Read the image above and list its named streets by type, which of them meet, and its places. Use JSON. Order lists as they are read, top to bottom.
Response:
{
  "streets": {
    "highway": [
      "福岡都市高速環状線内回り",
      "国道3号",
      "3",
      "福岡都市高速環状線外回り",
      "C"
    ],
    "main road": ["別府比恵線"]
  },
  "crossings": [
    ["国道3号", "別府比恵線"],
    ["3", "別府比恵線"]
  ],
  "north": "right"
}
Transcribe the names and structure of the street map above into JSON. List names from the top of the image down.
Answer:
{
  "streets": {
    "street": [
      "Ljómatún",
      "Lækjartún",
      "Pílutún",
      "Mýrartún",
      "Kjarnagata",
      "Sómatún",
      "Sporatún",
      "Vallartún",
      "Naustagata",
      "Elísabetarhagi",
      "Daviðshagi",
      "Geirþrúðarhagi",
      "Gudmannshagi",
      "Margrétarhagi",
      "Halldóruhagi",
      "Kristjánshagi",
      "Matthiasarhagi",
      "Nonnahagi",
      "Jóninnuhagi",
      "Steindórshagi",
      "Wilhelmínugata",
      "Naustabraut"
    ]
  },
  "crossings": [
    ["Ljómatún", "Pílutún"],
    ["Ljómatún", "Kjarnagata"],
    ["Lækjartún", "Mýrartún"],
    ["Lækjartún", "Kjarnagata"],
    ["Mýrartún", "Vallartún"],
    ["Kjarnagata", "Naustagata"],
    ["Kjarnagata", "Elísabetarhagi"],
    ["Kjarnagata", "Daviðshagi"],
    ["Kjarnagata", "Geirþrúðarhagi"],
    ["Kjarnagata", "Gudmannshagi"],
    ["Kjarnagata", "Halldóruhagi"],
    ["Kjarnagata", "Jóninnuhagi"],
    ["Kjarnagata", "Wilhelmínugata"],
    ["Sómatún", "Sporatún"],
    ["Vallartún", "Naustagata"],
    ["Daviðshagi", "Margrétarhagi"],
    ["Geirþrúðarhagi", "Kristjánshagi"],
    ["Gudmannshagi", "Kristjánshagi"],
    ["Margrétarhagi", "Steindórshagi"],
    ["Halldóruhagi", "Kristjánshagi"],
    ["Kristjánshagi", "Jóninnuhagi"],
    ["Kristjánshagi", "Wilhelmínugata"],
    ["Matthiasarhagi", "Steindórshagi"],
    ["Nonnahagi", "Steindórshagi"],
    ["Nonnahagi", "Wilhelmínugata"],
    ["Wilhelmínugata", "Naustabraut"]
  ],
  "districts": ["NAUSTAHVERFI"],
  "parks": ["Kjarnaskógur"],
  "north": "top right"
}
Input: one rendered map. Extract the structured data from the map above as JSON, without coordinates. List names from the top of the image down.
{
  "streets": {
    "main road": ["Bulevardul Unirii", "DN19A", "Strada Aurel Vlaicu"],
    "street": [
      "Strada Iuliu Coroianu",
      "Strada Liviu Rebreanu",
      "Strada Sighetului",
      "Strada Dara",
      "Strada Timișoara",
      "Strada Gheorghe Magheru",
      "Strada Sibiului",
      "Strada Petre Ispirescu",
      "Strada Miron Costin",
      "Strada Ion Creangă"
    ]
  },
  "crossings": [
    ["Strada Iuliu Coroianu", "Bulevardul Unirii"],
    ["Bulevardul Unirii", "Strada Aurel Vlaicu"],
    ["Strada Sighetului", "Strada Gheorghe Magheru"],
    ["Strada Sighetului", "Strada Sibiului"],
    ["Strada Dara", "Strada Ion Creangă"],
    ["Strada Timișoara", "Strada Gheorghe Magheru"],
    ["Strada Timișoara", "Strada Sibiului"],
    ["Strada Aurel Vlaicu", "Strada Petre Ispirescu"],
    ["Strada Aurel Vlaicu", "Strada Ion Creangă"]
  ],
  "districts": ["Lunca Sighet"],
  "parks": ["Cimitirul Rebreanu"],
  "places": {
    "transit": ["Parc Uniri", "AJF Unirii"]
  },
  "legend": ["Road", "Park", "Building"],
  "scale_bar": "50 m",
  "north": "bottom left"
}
● ● ● ●
Each line from the first line of the listing through the line containing "Transcribe the names" must be set down exactly; no other line belongs in the answer.

Read the image above and list its named streets by type, which of them meet, and its places. Use JSON. Order lists as they are read, top to bottom.
Response:
{
  "streets": {
    "highway": [
      "福岡都市高速環状線内回り",
      "国道3号",
      "3",
      "福岡都市高速環状線外回り",
      "C"
    ],
    "main road": ["別府比恵線"]
  },
  "crossings": [
    ["国道3号", "別府比恵線"],
    ["3", "別府比恵線"]
  ],
  "north": "right"
}
Transcribe the names and structure of the street map above into JSON. List names from the top of the image down.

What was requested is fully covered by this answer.